● REQUIRED WORK:
Leave out each picture. Repeat everything else in the records exactly.

● INFORMATION GIVEN:
== Segment start ==

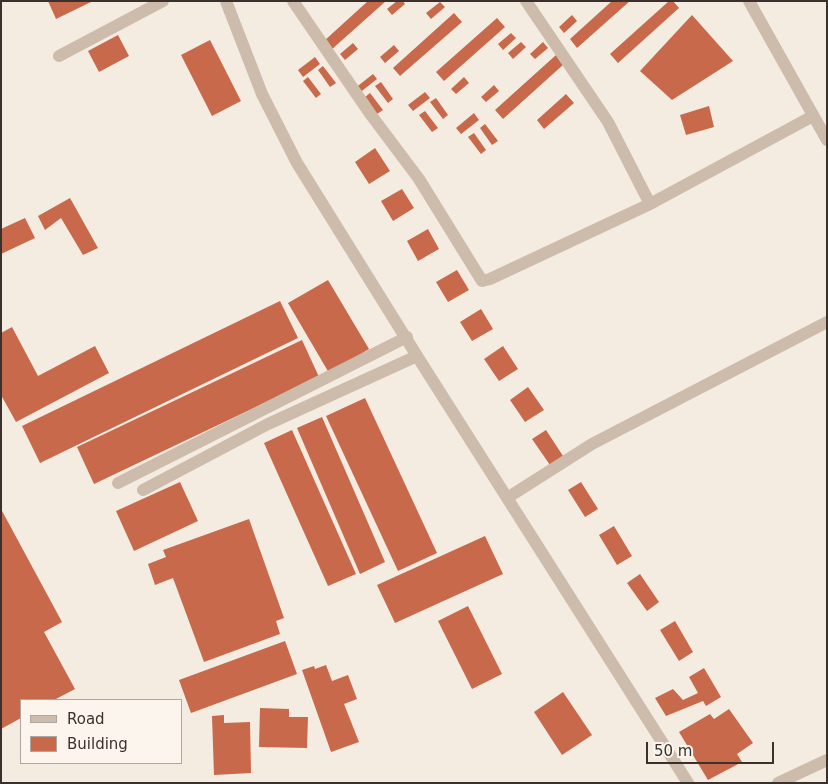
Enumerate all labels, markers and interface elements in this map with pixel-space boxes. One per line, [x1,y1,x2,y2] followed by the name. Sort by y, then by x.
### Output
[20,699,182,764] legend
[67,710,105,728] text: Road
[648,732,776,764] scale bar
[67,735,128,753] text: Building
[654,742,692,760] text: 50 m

== Segment end ==

● YOUR RESPONSE:
Enumerate all labels, markers and interface elements in this map with pixel-space boxes. One per line, [x1,y1,x2,y2] followed by the name. Sort by y, then by x.
### Output
[20,699,182,764] legend
[67,710,105,728] text: Road
[648,732,776,764] scale bar
[67,735,128,753] text: Building
[654,742,692,760] text: 50 m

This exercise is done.